English 456: C20 Criticism and Theory

Supplementary Remarks about Cleanth Brooks'
"Heresy of Paraphrase" and "Irony as a Principle of Structure"

Al Drake | Cyber Cafe | Thurs. 6-7 | 714-434-1612

Written for a previous class -- still contains some relevant remarks:

On "Heresy of Paraphrase," I covered what I wanted to except that I stayed so long with Brooks' "music" analogy for the inseparability of form and content in poetry (which I know from Georg Hegel generally and more specifically from the Victorian critic Walter Pater's remark that "all art constantly aspires to the condition of music") that I didn't get around to mentioning the one Brooks himself thinks is most revealing: the "drama" analogy. But since Brooks mentions that same analogy in "Irony," let's move to that essay, which we didn't have time to discuss in class.

"Irony as a Principle of Structure" is pretty straightforward and fits closely as a kind of illustration of what Brooks said about poetic language in the "Heresy" essay. A poem's structure consists in "meanings, evaluations, and interpretations, says Brooks in "Heresy," and in "Irony" he delineates irony (along with paradox, as in John Donne's cerebral poetry) as one of the main principles that informs this structure and allows it to take shape. Irony, as Brooks had already defined it in "Heresy," is "the most general term that we have for the kind of qualification which the various elements in a context receive from the context" (966 bottom right column). I read you Donne's "The Canonization" in Brooksian fashion to show how it employs logical and religious statements in a paradoxical manner that warps or "connotates" them into an enshrinement of sexual love.

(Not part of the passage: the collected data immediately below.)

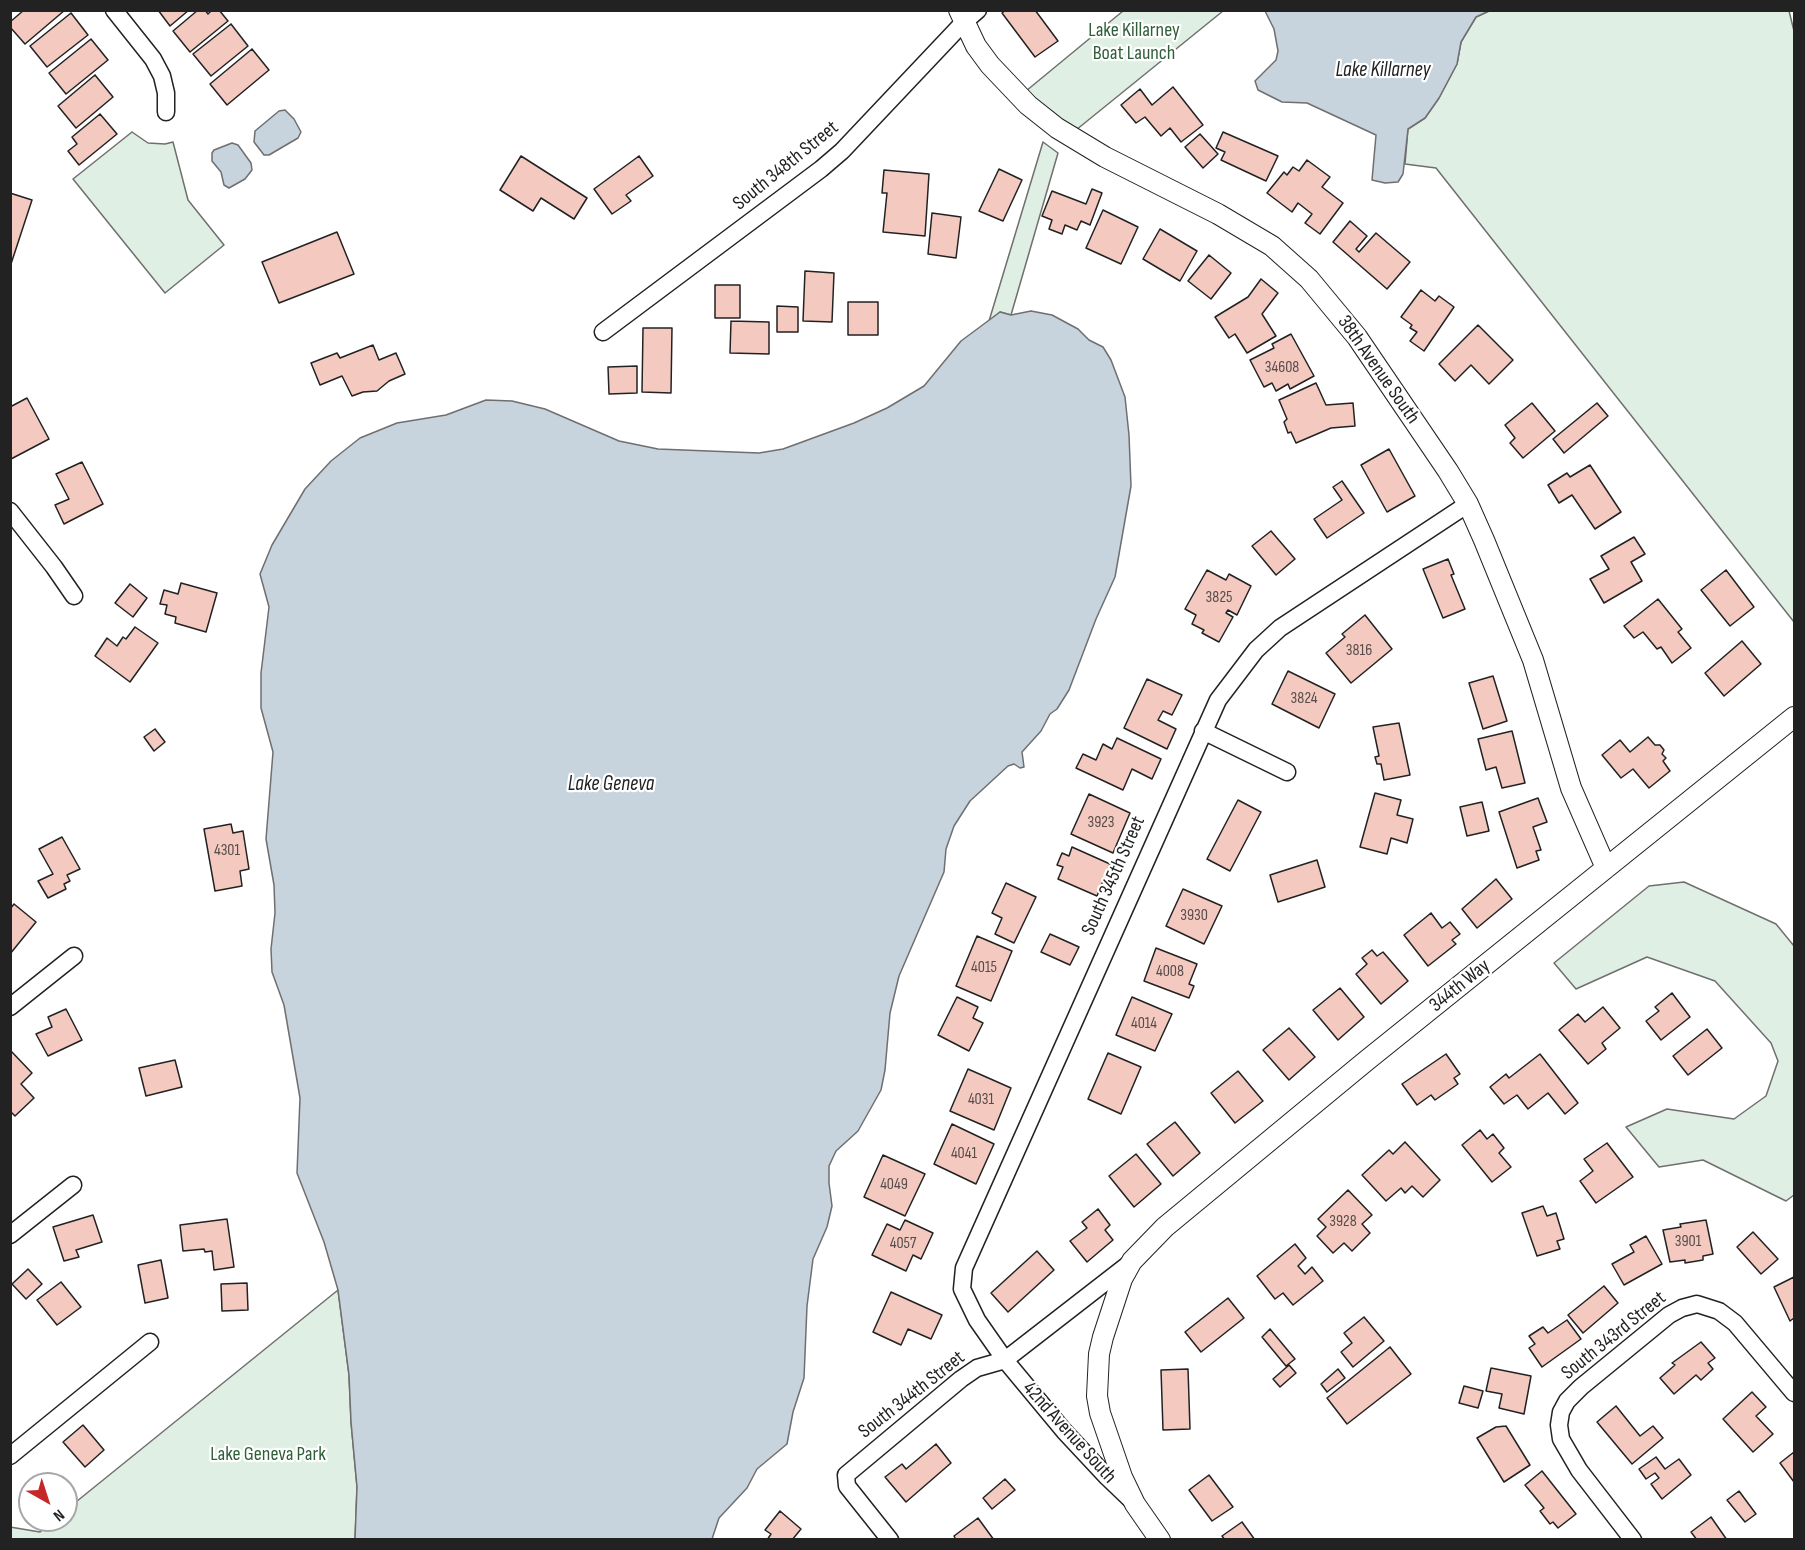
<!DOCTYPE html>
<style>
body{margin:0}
#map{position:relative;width:1805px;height:1550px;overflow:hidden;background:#fff;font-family:"Sofia Sans Condensed",sans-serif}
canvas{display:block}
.frame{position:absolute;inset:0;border:12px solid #222;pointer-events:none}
.north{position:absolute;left:18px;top:1472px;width:60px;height:60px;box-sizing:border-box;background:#fff;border:2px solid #a7a7a7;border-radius:50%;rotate:141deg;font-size:16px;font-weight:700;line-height:24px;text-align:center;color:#222}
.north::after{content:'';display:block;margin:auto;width:21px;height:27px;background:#c62828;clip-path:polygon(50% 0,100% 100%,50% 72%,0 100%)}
</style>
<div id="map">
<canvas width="1805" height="1550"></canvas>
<div class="frame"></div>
<div class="north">N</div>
</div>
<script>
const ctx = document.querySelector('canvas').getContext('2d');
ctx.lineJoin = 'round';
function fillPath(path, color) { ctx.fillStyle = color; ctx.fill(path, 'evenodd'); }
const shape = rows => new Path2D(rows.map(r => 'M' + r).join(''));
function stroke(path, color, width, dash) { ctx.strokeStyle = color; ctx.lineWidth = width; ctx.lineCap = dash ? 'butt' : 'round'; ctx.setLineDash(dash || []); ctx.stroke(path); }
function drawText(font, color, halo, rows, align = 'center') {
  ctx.font = font + ' "Sofia Sans Condensed",sans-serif'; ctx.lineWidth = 4.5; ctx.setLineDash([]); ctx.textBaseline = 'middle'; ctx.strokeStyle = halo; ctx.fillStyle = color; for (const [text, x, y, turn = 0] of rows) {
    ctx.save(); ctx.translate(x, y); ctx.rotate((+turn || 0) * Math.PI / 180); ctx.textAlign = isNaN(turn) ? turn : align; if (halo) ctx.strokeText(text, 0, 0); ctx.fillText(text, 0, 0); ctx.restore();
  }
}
const green = shape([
 [1123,11,1223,11,1076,130,1026,91,1123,11],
 [1489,11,1789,11,1794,31,1794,622,1436,168,1405,164,1408,129,1425,118,1439,98,1457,64,1461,42,1476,17,1489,11],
 [132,132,148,143,165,144,173,142,188,200,224,245,165,293,73,179,132,132],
 [1043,142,1058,153,1011,315,1000,312,989,321,1043,142],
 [1684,882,1776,924,1794,946,1794,1195,1786,1201,1703,1160,1659,1167,1626,1127,1667,1109,1734,1119,1766,1096,1778,1061,1771,1043,1715,981,1647,957,1576,989,1554,963,1649,886,1684,882],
 [338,1290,349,1375,351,1422,357,1487,355,1539,11,1540,10,1527,40,1532,54,1520,66,1520,66,1510,338,1290]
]);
const water = shape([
 [1265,11,1489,11,1476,17,1461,42,1457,64,1439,98,1425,118,1408,129,1403,174,1398,182,1385,183,1372,180,1376,135,1307,103,1282,102,1258,90,1255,81,1276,60,1278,51,1274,29,1265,11],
 [285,110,294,119,301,132,298,138,269,155,264,155,254,142,255,131,279,111,285,110],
 [232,143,238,145,251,163,252,170,245,179,229,188,224,185,221,172,212,161,212,153,214,150,232,143],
 [1031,311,1052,315,1078,329,1089,340,1103,347,1111,360,1125,397,1129,435,1131,486,1115,577,1096,619,1069,690,1057,709,1050,714,1041,731,1022,752,1024,767,1020,768,1014,764,1008,766,970,801,954,826,946,849,944,872,899,976,890,1013,885,1070,881,1090,858,1131,836,1151,829,1166,829,1183,832,1206,827,1227,813,1259,807,1306,804,1378,793,1412,787,1444,757,1469,747,1488,719,1518,712,1539,355,1539,357,1487,351,1422,349,1375,338,1290,324,1242,297,1173,300,1098,284,1005,272,972,271,949,275,913,274,885,266,839,273,752,261,708,261,673,269,607,260,574,272,545,305,489,331,461,360,438,397,423,446,415,486,400,512,401,545,409,619,441,658,449,759,453,783,449,854,423,887,408,924,386,961,341,1000,312,1011,315,1031,311]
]);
const building = shape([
 [24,10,65,10,25,44,10,27,10,22,24,10],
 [158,10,189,10,170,26,158,10],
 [198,10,205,10,208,14,212,10,219,10,228,21,190,52,173,31,198,10],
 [1006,10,1035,10,1058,41,1035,57,1002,13,1006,10],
 [71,13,88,35,47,67,30,46,71,13],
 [231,24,248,46,211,76,193,54,231,24],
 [91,39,108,60,66,94,49,73,91,39],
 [252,49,269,70,227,105,210,84,252,49],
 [95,75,113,97,76,128,58,106,95,75],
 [1173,87,1203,125,1181,142,1170,128,1161,136,1145,117,1136,123,1121,105,1140,89,1152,105,1173,87],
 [100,114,117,134,79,165,68,151,77,144,72,137,100,114],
 [1223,132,1278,156,1266,181,1221,160,1225,152,1216,148,1223,132],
 [1200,134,1218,154,1203,168,1185,147,1200,134],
 [521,156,587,198,574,219,541,198,533,211,500,190,521,156],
 [639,156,653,176,626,195,631,201,612,214,594,189,639,156],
 [1307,160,1330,177,1322,187,1343,203,1320,234,1305,223,1312,214,1298,203,1292,212,1267,193,1284,172,1287,175,1293,167,1299,171,1307,160],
 [999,169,1022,180,1003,221,979,211,999,169],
 [884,170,929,174,925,236,883,232,887,193,882,193,884,170],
 [1092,189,1102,193,1090,225,1081,221,1077,230,1065,225,1062,234,1049,229,1052,220,1042,216,1052,191,1086,204,1092,189],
 [10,193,32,200,10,267,10,193],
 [1103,210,1138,227,1121,264,1086,248,1103,210],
 [932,213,961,217,956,258,928,254,932,213],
 [1350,221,1367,236,1356,249,1359,252,1376,233,1410,262,1387,289,1333,242,1350,221],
 [1160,229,1197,251,1180,281,1143,259,1160,229],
 [337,232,354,274,279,303,262,262,337,232],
 [1209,255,1231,273,1211,299,1188,281,1209,255],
 [805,271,834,273,832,322,803,321,805,271],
 [1261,279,1278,293,1262,314,1276,336,1247,353,1235,334,1229,338,1215,317,1248,297,1261,279],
 [715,285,740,285,740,318,715,318,715,285],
 [1421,290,1435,301,1439,296,1454,307,1424,351,1410,341,1417,332,1410,328,1412,325,1401,317,1421,290],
 [848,302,878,302,878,335,848,335,848,302],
 [777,306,798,307,798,332,777,332,777,306],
 [731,321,769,322,769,354,730,353,731,321],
 [1478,325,1513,360,1489,384,1471,365,1455,381,1439,364,1478,325],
 [643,328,672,328,671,393,642,392,643,328],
 [1291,334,1314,376,1290,389,1288,384,1276,391,1272,383,1264,387,1250,360,1274,348,1272,344,1291,334],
 [373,345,379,360,396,353,405,374,389,381,377,391,363,392,352,396,342,376,320,385,311,363,337,353,340,358,373,345],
 [637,366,637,393,609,394,608,367,637,366],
 [1316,383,1326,405,1353,403,1355,426,1331,428,1296,443,1291,432,1288,433,1284,422,1287,419,1279,400,1316,383],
 [27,398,49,439,11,459,10,407,27,398],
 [1532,403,1555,431,1523,458,1510,443,1515,438,1505,425,1532,403],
 [1597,403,1608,416,1564,453,1553,439,1597,403],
 [1389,449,1415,496,1387,512,1361,465,1389,449],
 [82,462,103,504,64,524,55,505,69,499,56,474,82,462],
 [1590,465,1621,512,1595,529,1572,495,1559,503,1548,485,1567,473,1570,477,1590,465],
 [1342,481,1364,513,1327,538,1314,519,1342,500,1333,487,1342,481],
 [1271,531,1295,559,1276,575,1252,546,1271,531],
 [1634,537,1645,554,1631,562,1642,581,1604,603,1590,579,1609,569,1601,556,1634,537],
 [1448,559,1454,574,1451,575,1465,609,1443,618,1423,569,1448,559],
 [1207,570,1226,580,1229,574,1251,586,1237,615,1228,610,1226,613,1233,617,1219,642,1202,633,1204,630,1192,624,1196,615,1185,609,1207,570],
 [1726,570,1754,607,1730,626,1701,590,1726,570],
 [181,583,217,593,206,632,175,623,176,617,165,614,167,605,160,604,164,590,178,594,181,583],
 [130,584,147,598,133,617,115,603,130,584],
 [1658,599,1682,629,1678,632,1691,648,1672,663,1661,647,1657,649,1643,632,1634,638,1624,626,1658,599],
 [1365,615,1392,649,1351,683,1326,653,1345,637,1342,634,1365,615],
 [135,627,158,643,130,682,95,656,107,638,117,646,123,637,126,639,135,627],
 [1742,641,1761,664,1724,696,1705,673,1742,641],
 [1288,671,1335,694,1319,728,1272,704,1288,671],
 [1493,676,1507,721,1483,729,1469,683,1493,676],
 [1147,679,1182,695,1172,715,1163,711,1158,720,1176,729,1167,749,1124,728,1147,679],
 [1399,723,1410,775,1384,780,1381,764,1377,764,1375,757,1379,756,1373,727,1399,723],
 [155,729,165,742,154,751,144,737,155,729],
 [1512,731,1525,783,1502,788,1496,767,1486,770,1478,739,1512,731],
 [1648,737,1655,745,1660,745,1664,750,1662,754,1666,758,1663,761,1670,771,1649,788,1633,769,1621,778,1602,755,1620,740,1630,752,1648,737],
 [1117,738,1161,759,1152,779,1132,769,1123,790,1076,768,1083,754,1096,760,1103,744,1112,749,1117,738],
 [1375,793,1401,800,1397,815,1413,819,1407,843,1391,838,1387,854,1360,847,1375,793],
 [1089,794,1130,813,1113,853,1071,834,1089,794],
 [1538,798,1547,822,1533,827,1541,850,1536,851,1539,860,1517,868,1499,812,1538,798],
 [1238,800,1261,812,1230,871,1207,859,1238,800],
 [1482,802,1489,831,1467,836,1460,807,1482,802],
 [231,824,233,833,243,831,249,869,240,871,242,886,215,891,204,829,231,824],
 [62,837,80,869,67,875,70,881,64,884,66,889,48,898,38,881,53,874,39,849,62,837],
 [1072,847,1110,864,1097,896,1058,879,1063,867,1057,865,1062,853,1069,856,1072,847],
 [1317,860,1325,887,1278,902,1270,875,1317,860],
 [1496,879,1512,899,1477,928,1462,909,1496,879],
 [1006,883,1036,897,1014,943,995,934,1002,918,992,913,1006,883],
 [1183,889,1222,906,1204,944,1166,926,1183,889],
 [14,904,36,922,10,954,10,909,14,904],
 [1431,913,1442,928,1450,922,1460,934,1452,940,1456,944,1428,966,1404,935,1431,913],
 [1050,934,1079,947,1070,965,1041,952,1050,934],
 [977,936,1012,951,991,1001,956,986,977,936],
 [1156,948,1197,964,1189,984,1194,986,1189,998,1144,981,1156,948],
 [1372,950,1377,956,1383,952,1408,981,1381,1004,1356,974,1367,964,1362,958,1372,950],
 [1340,988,1364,1017,1338,1040,1313,1010,1340,988],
 [1672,993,1690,1017,1661,1040,1646,1021,1659,1011,1655,1007,1672,993],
 [957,997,978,1007,973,1018,983,1023,969,1051,938,1035,957,997],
 [1132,997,1172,1014,1155,1051,1116,1035,1132,997],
 [1603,1007,1620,1028,1602,1043,1606,1049,1588,1064,1559,1030,1578,1014,1585,1022,1603,1007],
 [66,1009,82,1040,48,1056,36,1034,52,1027,48,1017,66,1009],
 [1289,1028,1315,1057,1289,1080,1263,1050,1289,1028],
 [1707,1029,1722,1048,1688,1075,1673,1056,1707,1029],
 [10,1050,32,1073,21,1084,34,1098,15,1116,10,1111,10,1050],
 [1108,1053,1141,1067,1121,1114,1088,1099,1108,1053],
 [1446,1054,1460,1074,1454,1078,1458,1084,1435,1100,1431,1095,1417,1105,1402,1084,1446,1054],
 [1540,1054,1578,1103,1565,1114,1548,1093,1528,1109,1517,1095,1504,1104,1490,1087,1506,1074,1509,1078,1540,1054],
 [175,1060,182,1087,146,1096,139,1068,175,1060],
 [968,1069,1011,1088,994,1130,950,1111,968,1069],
 [1238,1071,1263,1101,1235,1123,1211,1093,1238,1071],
 [1175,1122,1200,1153,1173,1176,1147,1144,1175,1122],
 [952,1124,994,1144,976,1184,934,1164,952,1124],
 [1480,1130,1487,1139,1493,1134,1504,1148,1499,1153,1511,1167,1492,1182,1462,1145,1480,1130],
 [1405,1142,1440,1180,1423,1197,1412,1186,1405,1193,1401,1188,1386,1201,1362,1175,1389,1150,1393,1154,1405,1142],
 [1607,1143,1633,1177,1596,1203,1580,1181,1593,1171,1584,1159,1607,1143],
 [1136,1154,1161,1184,1134,1207,1109,1176,1136,1154],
 [883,1155,925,1174,905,1216,864,1197,883,1155],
 [1348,1190,1372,1215,1362,1224,1370,1233,1352,1251,1344,1243,1333,1253,1317,1236,1326,1227,1318,1219,1348,1190],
 [1543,1206,1547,1216,1556,1213,1564,1239,1557,1241,1560,1249,1537,1256,1522,1213,1543,1206],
 [1098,1209,1110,1225,1105,1230,1113,1240,1087,1262,1070,1241,1087,1228,1082,1222,1098,1209],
 [93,1215,102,1242,76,1250,79,1257,64,1261,53,1227,93,1215],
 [227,1219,234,1267,214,1270,212,1251,205,1252,204,1249,183,1251,180,1225,227,1219],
 [905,1220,933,1233,921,1259,913,1255,906,1271,872,1255,887,1224,900,1230,905,1220],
 [1706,1220,1713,1254,1703,1256,1703,1260,1685,1263,1685,1260,1670,1262,1663,1230,1681,1227,1680,1224,1706,1220],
 [1753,1232,1778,1259,1761,1274,1737,1247,1753,1232],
 [1646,1236,1662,1264,1624,1285,1612,1264,1634,1252,1630,1245,1646,1236],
 [1295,1244,1306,1258,1298,1266,1305,1274,1312,1267,1323,1281,1293,1305,1283,1293,1275,1299,1257,1276,1295,1244],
 [1037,1251,1054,1270,1008,1312,991,1293,1037,1251],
 [161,1260,168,1298,145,1303,138,1265,161,1260],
 [28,1269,42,1284,26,1299,12,1284,28,1269],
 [1794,1277,1794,1318,1790,1321,1774,1287,1794,1277],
 [61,1282,81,1307,57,1325,37,1300,61,1282],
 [247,1283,248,1310,222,1311,221,1284,247,1283],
 [1604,1286,1618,1303,1583,1333,1568,1315,1604,1286],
 [891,1292,942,1315,931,1339,908,1329,901,1345,873,1332,891,1292],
 [1228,1298,1244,1318,1201,1352,1185,1332,1228,1298],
 [1364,1317,1384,1341,1353,1367,1341,1352,1352,1343,1344,1333,1364,1317],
 [1567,1320,1581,1339,1542,1367,1529,1348,1535,1344,1529,1336,1543,1327,1548,1333,1567,1320],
 [1270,1329,1295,1359,1286,1366,1262,1337,1270,1329],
 [1701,1342,1715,1358,1708,1363,1713,1369,1701,1380,1696,1375,1674,1394,1660,1378,1675,1365,1672,1363,1701,1342],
 [1390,1347,1411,1374,1347,1424,1327,1398,1390,1347],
 [1289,1365,1296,1373,1280,1387,1273,1379,1289,1365],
 [1491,1368,1531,1376,1524,1414,1499,1408,1502,1394,1486,1391,1491,1368],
 [1188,1369,1190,1429,1163,1430,1161,1370,1188,1369],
 [1338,1369,1345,1378,1327,1392,1321,1384,1338,1369],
 [1464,1386,1483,1391,1478,1408,1459,1403,1464,1386],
 [1752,1392,1766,1407,1756,1416,1773,1434,1753,1452,1723,1419,1752,1392],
 [1616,1406,1640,1436,1653,1426,1663,1438,1632,1464,1597,1422,1616,1406],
 [83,1425,104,1450,85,1467,63,1442,83,1425],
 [1506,1426,1530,1465,1504,1482,1477,1438,1496,1427,1506,1426],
 [936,1444,951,1463,906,1502,885,1477,902,1464,906,1469,936,1444],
 [1794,1452,1794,1482,1780,1463,1794,1452],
 [1656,1457,1665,1469,1679,1459,1691,1475,1662,1499,1651,1484,1659,1478,1655,1473,1646,1479,1639,1469,1656,1457],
 [1542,1471,1576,1514,1558,1528,1553,1522,1550,1524,1540,1511,1544,1508,1525,1485,1542,1471],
 [1209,1475,1233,1507,1212,1521,1189,1490,1209,1475],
 [1005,1479,1015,1490,992,1509,983,1498,1005,1479],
 [1739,1491,1756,1514,1745,1522,1727,1500,1739,1491],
 [780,1511,801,1529,792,1540,767,1540,771,1534,765,1530,780,1511],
 [1711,1517,1727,1540,1697,1540,1691,1532,1711,1517],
 [978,1518,994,1540,956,1540,954,1536,978,1518],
 [1242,1522,1255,1540,1225,1540,1222,1536,1242,1522]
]);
const minor = shape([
 [114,10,153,59,162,76,166,93,166,112],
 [603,332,821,169,842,151,963,23,978,10],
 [10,511,54,567,74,596],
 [1203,731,1287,772],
 [10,1007,74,956],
 [10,1235,73,1185],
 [10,1456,150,1342],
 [1131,1500,1107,1477,1064,1431,1005,1360,977,1320,962,1289,964,1268,1218,700,1256,650,1280,628,1468,504],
 [890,1540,847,1486,846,1475,961,1379,977,1368,1005,1360,1130,1263],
 [1633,1540,1579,1470,1561,1439,1559,1425,1561,1412,1567,1401,1581,1387,1669,1315,1682,1308,1697,1304,1719,1311,1735,1323,1794,1393]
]);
const tertiary = shape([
 [959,10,976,46,990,65,1028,105,1057,128,1105,157,1218,214,1272,246,1309,279,1357,337,1448,471,1468,504,1484,540,1533,660,1571,788,1606,868],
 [1160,1540,1135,1504,1122,1477,1100,1413,1097,1396,1099,1354,1103,1337,1122,1279,1132,1261,1165,1227,1366,1061,1794,717]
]);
const numberNames = [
 ["34608",1282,368],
 ["3825",1219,598],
 ["3816",1359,651],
 ["3824",1304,699],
 ["3923",1101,823],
 ["4301",227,851],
 ["3930",1194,916],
 ["4015",984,968],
 ["4008",1170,972],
 ["4014",1144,1024],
 ["4031",981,1100],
 ["4041",964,1154],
 ["4049",894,1185],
 ["3928",1343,1222],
 ["3901",1688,1242],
 ["4057",903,1244]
];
const parkNames = [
 ["Lake Killarney",1134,31],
 ["Boat Launch",1134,54],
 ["Lake Geneva Park",268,1455]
];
const streetNames = [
 ["South 348th Street",786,166,-39],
 ["38th Avenue South",1378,370,55],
 ["South 345th Street",1114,876,-66],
 ["344th Way",1460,986,-39],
 ["South 343rd Street",1614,1336,-39],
 ["South 344th Street",912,1395,-38],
 ["42nd Avenue South",1069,1433,48]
];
const waterNames = [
 ["Lake Killarney",1383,71],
 ["Lake Geneva",611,785]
];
fillPath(green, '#e0efe3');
stroke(green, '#6f6f6f', 1.5);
fillPath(water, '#c7d3dd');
stroke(water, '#6f6f6f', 1.5);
fillPath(building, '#f3c9c0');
stroke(building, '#222', 1.5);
stroke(minor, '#222', 19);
stroke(tertiary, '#222', 22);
stroke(minor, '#fff', 16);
stroke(tertiary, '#fff', 20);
drawText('16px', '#564c4a', null, numberNames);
drawText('20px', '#2f5e38', '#fff', parkNames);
drawText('20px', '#222', '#fff', streetNames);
drawText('italic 21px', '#222', '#fff', waterNames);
</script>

Now for the drama analogy. A formalist can think of a poem as something like a drama. How? Well, we don't go looking (at least while we watch the play) for anything outside the drama to explain what's happening on the stage. Rather, we relate each act and scene to the others to build up a sense of the coherent whole. Similarly, we interpret the characters' utterances, gestures, and behavior in relation to the behavior, utterances, and gestures of other characters: think of the complex interactions in Othello between Othello, Iago, Desdemona, and her father, for example. Each character's interaction with the others shapes how we see that character. It is the same with the words and phrases in a poem, Brooks would say. Meaning is relational and develops from tensions set up within the poem's linguistic structure, so for Brooks, as for the drama-watcher, it makes no sense to say that "form" is an empty container into which we pour ready-made content from outside. The "play's the thing," to borrow from Hamlet-and the poem is a thing or even a "being" in its own right. On 969, Brooks mentions King Lear's awful statement "never, never, never, never, never." The fuller passage is as follows

KING LEAR And my poor fool is hang'd! No, no, no life!

Why should a dog, a horse, a rat, have life,

And thou no breath at all? Thou'lt come no more,

Never, never, never, never, never!

Pray you, undo this button: thank you, sir.

Do you see this? Look on her, look, her lips,

Look there, look there!

Act V, Scene iii.

Brooks' point here is that the ordinary denotative meaning of "never" doesn't enter the picture (so I'm not playing Yvor Winters as in "Heresy"). The word's meaning stems from what has gone before it in the play: Lear's language has become progressively impoverished down to the level of single words and even silence. When Lear says "never" five times, he is using that sparseness of language in the service (perhaps; it's hard to be certain that there is such an "anagnorisis" or moment of recognition for the protagonist in King Lear) of clarifying what he has done and what his actions have done to others. The context of the scene is what makes the words meaningful.

Brooks says that the most straightforward irony amounts to "the obvious warping of a statement by the context." But since it is a principle of structure that makes poetic coherence possible, it must be capable of somewhat more subtlety. The "pressures of the context" (970 right column bottom) may not always be obvious or crude, but still, says Brooks, we are dealing with the informing principle of irony. I'll leave it for you to go over the more subtle degrees of contextual pressure Brooks analyzes in those short Wordsworth poems. In sum, "irony" (in the sense of "pressures of the context") is for Brooks the main way in which a literary object dynamically develops its own structure, its own "meanings, evaluations, and interpretations" without the need for aid from ordinary or "denotative" language, history, biography, or other outside sources of meaning.

As we move on to more contemporary kinds of criticism, of course, this formalist notion that poetic language constructs an autonomous or self-contained art object that offers a coherent structure of meaning will come to be seen as naïve and ideologically escapist. It will be seen by many, that is, as an attempt to bracket out the role of history and ideology in the making of a literary text.